TASK ITEM = Filter the entries below, keeping only lines with the word "linejoin".

RECORDS SUPPLIED =
((

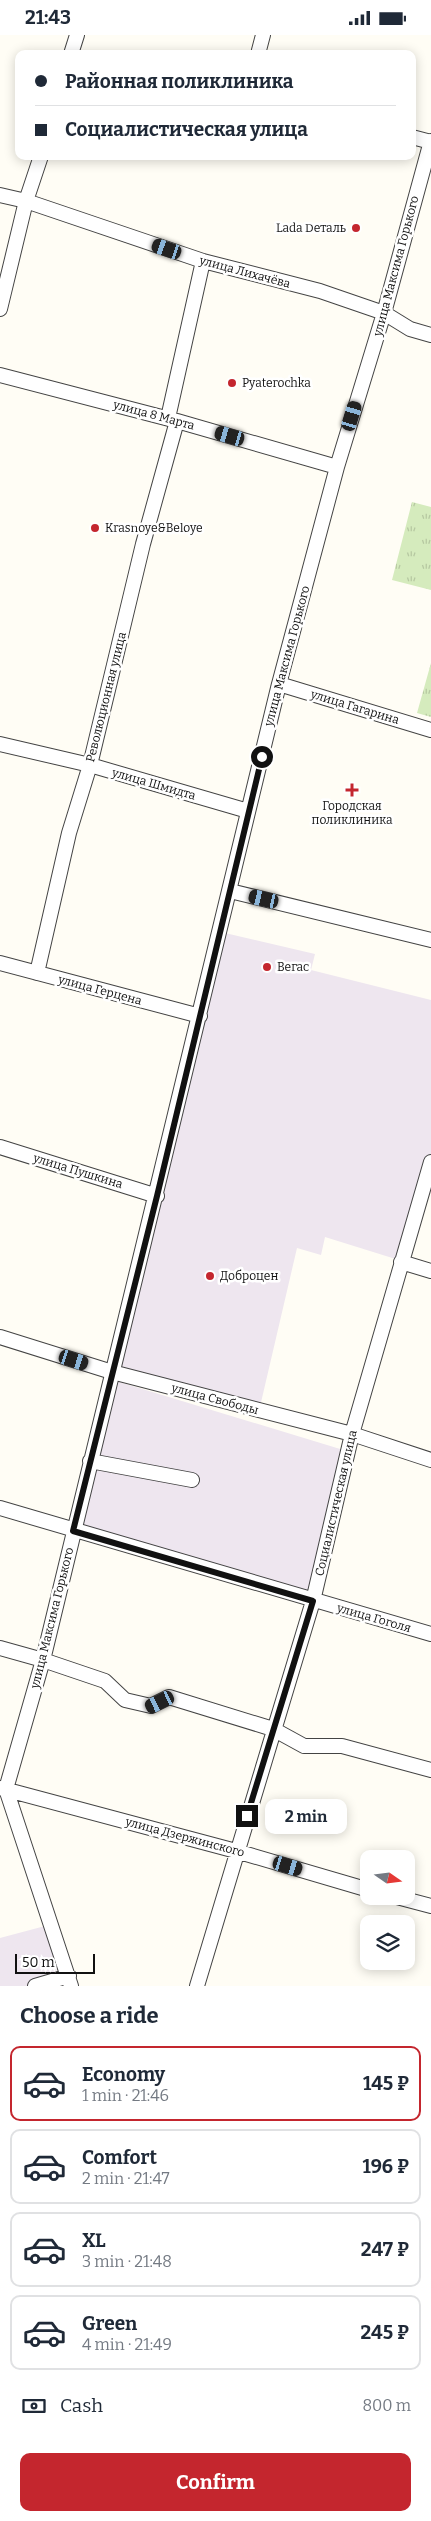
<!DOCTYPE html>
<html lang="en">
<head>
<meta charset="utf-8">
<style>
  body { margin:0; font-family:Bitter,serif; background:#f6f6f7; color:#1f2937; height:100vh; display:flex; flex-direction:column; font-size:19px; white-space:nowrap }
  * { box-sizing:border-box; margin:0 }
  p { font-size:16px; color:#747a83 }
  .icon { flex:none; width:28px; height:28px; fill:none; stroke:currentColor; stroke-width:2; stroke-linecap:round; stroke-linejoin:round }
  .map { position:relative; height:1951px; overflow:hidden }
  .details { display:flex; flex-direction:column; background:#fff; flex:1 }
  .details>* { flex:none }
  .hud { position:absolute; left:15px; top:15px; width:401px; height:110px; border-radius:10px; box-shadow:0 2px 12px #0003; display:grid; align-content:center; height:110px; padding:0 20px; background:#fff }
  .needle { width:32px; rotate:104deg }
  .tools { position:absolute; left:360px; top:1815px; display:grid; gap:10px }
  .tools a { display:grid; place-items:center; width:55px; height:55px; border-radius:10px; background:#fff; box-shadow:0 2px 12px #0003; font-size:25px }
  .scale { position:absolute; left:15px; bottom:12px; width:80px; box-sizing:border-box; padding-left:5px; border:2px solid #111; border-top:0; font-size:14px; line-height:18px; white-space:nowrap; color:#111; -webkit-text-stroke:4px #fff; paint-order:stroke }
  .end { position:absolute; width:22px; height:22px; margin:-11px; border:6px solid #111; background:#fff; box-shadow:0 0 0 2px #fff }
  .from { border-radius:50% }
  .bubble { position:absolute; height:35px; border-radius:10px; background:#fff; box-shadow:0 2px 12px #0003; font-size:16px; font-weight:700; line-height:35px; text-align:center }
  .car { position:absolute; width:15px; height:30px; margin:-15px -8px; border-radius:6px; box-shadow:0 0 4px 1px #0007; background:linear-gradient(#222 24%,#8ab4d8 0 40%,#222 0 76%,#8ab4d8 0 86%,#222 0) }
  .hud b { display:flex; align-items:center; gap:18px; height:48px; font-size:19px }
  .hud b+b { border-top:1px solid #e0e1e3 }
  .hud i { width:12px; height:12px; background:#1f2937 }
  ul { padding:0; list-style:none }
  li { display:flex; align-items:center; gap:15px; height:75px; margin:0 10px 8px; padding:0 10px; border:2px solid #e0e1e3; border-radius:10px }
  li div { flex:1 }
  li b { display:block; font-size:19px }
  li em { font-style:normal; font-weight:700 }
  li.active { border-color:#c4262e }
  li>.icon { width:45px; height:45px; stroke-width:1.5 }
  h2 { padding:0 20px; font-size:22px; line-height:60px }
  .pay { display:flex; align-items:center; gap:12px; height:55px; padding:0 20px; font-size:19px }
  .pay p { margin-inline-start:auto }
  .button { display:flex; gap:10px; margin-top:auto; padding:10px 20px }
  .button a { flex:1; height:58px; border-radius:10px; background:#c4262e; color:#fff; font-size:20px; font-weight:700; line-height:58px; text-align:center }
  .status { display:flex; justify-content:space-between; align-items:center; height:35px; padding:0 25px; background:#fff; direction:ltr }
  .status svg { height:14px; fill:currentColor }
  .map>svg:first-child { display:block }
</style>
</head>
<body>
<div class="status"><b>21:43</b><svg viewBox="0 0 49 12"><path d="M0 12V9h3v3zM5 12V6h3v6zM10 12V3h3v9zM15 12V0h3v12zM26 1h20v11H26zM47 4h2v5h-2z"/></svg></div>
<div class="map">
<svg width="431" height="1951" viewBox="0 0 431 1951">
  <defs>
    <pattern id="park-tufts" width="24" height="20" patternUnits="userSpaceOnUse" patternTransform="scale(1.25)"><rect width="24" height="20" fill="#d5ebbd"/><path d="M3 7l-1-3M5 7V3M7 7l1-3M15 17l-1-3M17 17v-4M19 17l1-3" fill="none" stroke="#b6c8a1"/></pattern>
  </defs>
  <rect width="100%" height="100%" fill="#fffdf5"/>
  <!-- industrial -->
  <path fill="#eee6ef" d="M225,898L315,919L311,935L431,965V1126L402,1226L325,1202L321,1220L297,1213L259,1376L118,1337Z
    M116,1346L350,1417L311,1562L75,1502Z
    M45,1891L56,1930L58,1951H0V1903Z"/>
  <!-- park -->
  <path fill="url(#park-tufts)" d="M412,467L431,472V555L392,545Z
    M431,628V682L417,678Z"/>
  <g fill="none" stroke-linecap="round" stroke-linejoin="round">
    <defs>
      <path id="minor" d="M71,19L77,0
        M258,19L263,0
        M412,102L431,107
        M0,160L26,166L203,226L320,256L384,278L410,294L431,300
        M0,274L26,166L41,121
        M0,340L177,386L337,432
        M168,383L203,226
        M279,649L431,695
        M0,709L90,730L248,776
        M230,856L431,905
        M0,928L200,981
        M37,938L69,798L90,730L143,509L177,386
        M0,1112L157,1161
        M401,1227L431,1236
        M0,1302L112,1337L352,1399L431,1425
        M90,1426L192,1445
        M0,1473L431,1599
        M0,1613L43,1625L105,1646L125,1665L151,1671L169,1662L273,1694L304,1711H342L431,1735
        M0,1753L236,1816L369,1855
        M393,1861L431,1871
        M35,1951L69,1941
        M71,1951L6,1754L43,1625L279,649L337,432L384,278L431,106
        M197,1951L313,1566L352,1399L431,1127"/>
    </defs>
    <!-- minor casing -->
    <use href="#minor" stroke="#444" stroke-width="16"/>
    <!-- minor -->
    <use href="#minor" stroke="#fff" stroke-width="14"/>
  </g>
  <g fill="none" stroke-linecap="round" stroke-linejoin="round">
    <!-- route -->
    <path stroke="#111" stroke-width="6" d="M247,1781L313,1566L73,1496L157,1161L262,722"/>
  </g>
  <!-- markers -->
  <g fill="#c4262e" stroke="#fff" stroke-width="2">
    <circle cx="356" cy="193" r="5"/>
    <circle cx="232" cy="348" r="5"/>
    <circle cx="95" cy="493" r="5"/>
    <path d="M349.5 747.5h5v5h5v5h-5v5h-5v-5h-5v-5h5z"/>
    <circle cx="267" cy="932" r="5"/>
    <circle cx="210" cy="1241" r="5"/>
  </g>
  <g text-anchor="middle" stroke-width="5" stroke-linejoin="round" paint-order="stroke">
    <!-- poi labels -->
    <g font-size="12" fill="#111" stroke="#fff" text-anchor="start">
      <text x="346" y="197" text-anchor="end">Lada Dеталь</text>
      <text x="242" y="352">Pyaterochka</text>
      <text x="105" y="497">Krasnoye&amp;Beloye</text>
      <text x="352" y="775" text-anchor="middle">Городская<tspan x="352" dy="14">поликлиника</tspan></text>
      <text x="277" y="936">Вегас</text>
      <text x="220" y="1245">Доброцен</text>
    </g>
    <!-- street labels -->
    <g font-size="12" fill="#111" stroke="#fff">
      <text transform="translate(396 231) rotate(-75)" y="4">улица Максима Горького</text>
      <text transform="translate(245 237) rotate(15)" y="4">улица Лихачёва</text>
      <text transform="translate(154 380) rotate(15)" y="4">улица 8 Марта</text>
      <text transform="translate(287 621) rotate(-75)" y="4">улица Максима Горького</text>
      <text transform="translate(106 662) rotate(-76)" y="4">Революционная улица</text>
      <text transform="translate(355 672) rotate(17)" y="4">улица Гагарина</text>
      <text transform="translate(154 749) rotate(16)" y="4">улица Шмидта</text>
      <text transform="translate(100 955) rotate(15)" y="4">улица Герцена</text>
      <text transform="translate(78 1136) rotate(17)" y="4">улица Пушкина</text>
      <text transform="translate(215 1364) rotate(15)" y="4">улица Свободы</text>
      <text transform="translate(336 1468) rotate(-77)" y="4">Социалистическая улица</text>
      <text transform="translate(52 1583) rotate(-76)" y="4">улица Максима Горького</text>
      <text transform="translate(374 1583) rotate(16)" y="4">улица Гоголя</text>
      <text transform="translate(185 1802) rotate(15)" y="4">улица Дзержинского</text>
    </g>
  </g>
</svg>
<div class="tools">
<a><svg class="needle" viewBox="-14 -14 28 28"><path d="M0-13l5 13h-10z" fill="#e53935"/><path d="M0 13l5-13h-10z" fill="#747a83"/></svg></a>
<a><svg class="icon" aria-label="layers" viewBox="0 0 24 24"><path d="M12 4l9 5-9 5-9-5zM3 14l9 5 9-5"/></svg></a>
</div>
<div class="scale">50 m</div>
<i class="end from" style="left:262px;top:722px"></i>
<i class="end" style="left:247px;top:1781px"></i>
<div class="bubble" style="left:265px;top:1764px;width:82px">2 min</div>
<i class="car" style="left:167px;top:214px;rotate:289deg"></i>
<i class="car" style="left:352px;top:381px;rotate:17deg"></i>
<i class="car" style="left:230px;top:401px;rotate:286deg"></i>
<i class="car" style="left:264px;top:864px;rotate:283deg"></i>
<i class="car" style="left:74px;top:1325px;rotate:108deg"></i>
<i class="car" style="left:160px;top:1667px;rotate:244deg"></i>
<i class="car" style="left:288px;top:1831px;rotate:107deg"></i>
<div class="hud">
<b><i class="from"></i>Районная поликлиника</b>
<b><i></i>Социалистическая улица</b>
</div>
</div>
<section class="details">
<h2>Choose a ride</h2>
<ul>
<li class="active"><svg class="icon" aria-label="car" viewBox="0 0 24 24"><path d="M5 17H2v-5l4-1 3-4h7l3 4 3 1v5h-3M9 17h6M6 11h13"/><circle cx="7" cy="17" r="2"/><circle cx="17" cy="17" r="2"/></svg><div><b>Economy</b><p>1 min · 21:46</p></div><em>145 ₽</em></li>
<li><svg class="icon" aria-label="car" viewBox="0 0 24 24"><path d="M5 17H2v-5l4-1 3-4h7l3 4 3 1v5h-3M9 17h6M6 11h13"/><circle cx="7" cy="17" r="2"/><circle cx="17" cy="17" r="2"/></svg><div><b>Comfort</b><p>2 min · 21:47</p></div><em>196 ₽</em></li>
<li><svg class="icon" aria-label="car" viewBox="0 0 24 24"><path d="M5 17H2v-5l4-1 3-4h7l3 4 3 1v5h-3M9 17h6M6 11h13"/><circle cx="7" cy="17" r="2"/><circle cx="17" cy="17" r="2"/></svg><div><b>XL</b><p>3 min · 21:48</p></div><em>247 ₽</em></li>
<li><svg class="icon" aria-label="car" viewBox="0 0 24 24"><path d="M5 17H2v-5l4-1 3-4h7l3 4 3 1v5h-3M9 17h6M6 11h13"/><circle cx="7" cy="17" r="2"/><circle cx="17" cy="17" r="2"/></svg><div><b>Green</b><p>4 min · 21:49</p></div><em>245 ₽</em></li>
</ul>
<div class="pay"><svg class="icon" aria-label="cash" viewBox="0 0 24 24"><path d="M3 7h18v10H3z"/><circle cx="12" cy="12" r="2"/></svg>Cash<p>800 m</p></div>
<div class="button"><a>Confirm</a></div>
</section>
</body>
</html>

))
((

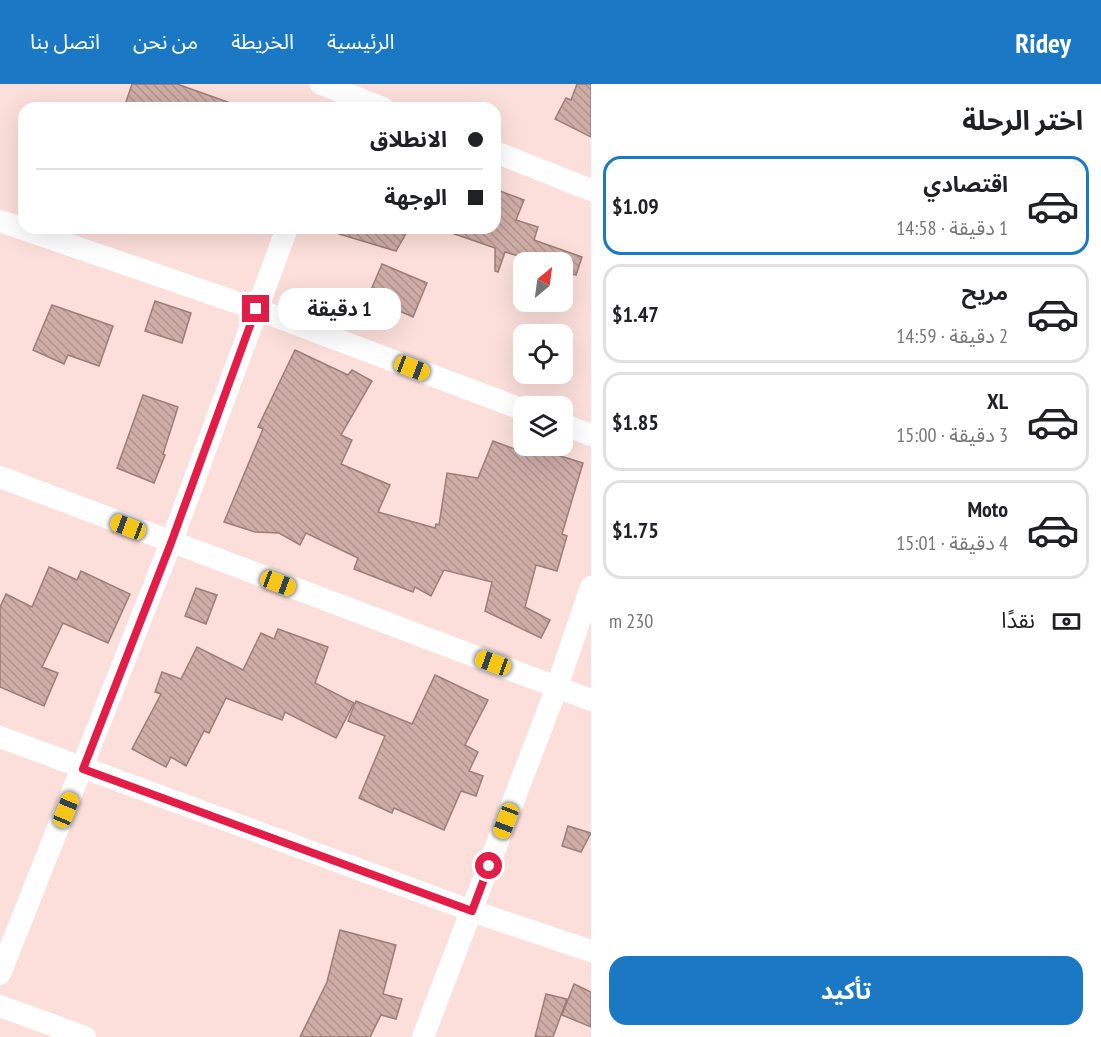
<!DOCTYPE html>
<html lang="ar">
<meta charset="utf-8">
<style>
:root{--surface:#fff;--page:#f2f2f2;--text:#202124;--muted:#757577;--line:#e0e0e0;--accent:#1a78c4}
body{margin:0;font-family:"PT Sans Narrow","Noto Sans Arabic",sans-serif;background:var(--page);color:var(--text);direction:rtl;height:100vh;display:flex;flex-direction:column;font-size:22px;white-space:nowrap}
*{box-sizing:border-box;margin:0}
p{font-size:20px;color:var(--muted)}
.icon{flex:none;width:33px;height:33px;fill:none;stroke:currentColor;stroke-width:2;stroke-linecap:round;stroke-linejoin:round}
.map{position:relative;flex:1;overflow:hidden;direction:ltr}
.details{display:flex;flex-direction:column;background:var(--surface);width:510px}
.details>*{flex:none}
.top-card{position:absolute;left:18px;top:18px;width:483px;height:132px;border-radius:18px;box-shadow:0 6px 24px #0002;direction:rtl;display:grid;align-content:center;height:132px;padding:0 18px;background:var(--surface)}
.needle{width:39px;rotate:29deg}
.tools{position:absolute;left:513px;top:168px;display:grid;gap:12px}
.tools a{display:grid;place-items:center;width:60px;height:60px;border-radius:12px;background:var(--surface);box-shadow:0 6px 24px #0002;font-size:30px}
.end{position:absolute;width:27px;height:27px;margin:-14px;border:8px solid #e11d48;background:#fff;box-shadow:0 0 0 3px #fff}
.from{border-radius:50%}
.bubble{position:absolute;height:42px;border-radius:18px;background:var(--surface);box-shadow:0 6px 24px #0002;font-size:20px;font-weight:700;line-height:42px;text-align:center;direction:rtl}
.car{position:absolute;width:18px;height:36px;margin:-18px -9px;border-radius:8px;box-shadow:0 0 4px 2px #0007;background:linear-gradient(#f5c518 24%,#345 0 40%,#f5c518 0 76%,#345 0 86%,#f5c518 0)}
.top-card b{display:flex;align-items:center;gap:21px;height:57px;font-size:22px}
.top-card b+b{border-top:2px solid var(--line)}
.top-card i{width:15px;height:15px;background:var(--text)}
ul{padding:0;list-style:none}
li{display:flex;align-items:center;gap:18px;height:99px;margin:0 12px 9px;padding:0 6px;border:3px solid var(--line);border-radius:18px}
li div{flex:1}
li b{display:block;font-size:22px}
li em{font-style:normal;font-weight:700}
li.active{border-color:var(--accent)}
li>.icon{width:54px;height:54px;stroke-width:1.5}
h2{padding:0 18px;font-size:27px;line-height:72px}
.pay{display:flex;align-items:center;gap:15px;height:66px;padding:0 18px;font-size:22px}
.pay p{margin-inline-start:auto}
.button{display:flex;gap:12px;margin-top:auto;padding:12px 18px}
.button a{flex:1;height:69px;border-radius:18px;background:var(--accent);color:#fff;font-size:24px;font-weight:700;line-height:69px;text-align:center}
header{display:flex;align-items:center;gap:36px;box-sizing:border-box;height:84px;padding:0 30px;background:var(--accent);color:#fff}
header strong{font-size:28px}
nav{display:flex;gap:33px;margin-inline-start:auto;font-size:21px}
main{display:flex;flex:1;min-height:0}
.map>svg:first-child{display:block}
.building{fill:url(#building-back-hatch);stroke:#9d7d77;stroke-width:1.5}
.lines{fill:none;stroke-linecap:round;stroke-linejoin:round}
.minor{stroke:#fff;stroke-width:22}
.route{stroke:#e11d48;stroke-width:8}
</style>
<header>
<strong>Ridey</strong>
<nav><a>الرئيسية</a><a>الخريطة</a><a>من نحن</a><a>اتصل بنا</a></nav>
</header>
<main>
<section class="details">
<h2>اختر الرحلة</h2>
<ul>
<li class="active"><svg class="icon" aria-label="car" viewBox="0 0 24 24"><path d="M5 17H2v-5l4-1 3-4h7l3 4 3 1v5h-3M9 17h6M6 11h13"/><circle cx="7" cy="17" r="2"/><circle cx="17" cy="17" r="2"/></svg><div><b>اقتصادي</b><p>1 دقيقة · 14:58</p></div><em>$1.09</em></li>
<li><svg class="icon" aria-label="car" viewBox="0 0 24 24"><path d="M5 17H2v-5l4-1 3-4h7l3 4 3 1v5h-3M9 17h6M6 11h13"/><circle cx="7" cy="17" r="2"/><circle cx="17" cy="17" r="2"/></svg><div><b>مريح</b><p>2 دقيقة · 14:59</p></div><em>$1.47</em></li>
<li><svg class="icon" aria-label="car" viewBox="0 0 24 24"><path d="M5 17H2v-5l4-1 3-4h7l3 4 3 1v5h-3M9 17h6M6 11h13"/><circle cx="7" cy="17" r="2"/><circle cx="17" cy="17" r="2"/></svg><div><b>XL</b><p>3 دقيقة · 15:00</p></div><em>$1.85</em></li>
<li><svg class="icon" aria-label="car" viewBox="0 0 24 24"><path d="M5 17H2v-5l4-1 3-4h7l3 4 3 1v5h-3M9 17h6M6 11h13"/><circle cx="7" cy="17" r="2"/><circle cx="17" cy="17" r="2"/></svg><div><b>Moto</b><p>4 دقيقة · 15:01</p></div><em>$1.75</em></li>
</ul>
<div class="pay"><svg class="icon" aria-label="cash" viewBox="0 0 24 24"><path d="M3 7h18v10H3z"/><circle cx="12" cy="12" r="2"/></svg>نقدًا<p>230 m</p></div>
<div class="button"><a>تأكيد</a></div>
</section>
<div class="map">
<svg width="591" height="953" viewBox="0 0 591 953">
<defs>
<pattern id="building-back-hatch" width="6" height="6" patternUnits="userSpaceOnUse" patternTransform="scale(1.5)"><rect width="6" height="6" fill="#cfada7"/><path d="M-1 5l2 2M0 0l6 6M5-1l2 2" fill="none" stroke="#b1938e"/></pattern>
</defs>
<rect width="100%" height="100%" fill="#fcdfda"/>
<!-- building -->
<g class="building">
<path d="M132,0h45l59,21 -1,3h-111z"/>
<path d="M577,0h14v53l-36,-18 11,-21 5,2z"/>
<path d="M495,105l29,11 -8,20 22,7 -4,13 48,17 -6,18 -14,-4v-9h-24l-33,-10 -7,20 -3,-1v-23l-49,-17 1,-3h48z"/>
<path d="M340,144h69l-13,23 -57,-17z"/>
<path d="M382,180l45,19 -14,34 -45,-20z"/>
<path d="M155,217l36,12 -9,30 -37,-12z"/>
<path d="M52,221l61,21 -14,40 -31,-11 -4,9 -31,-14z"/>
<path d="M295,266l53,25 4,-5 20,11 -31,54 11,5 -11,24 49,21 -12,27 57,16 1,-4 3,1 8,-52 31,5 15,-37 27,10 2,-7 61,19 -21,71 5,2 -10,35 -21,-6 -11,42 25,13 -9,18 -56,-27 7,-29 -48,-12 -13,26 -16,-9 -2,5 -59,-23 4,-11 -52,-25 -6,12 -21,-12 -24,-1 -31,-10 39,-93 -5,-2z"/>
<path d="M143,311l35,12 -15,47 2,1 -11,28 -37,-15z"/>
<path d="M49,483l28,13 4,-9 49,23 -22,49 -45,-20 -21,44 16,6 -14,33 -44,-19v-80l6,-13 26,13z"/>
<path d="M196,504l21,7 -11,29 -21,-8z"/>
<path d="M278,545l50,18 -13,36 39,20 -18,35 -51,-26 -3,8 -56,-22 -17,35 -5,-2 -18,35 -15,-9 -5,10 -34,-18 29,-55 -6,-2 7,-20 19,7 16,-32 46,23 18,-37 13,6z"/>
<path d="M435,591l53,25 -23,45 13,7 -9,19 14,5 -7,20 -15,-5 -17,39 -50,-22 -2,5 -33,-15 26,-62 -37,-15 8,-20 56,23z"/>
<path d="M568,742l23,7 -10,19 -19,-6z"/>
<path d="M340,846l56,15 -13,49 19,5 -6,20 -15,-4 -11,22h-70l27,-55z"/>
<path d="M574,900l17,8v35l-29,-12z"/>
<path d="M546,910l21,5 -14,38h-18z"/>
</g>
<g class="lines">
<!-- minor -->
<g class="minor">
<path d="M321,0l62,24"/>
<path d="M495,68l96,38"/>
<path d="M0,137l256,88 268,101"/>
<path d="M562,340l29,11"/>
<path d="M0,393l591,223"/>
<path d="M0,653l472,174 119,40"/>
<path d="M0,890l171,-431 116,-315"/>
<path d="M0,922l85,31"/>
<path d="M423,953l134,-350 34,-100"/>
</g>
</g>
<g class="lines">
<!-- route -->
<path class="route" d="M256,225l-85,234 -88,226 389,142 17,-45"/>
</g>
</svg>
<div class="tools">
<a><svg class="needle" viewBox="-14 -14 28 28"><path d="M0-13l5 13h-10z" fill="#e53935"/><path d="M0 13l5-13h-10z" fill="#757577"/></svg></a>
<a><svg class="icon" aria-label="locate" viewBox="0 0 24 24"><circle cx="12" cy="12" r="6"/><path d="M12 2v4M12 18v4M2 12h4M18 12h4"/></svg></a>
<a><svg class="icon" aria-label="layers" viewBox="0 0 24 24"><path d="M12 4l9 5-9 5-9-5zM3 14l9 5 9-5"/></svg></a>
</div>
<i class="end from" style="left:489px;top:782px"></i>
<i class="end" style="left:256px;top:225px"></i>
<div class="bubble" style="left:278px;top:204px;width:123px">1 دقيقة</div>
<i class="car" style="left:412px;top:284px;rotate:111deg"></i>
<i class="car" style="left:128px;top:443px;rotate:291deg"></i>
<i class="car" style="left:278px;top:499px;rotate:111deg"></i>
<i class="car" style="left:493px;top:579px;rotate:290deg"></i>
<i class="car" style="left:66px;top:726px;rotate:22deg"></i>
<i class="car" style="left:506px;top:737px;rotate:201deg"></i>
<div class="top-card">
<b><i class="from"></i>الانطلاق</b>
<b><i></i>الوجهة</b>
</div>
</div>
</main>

))

PROBLEM SOLUTION =
  .icon { flex:none; width:28px; height:28px; fill:none; stroke:currentColor; stroke-width:2; stroke-linecap:round; stroke-linejoin:round }
  <g fill="none" stroke-linecap="round" stroke-linejoin="round">
  <g fill="none" stroke-linecap="round" stroke-linejoin="round">
  <g text-anchor="middle" stroke-width="5" stroke-linejoin="round" paint-order="stroke">
.icon{flex:none;width:33px;height:33px;fill:none;stroke:currentColor;stroke-width:2;stroke-linecap:round;stroke-linejoin:round}
.lines{fill:none;stroke-linecap:round;stroke-linejoin:round}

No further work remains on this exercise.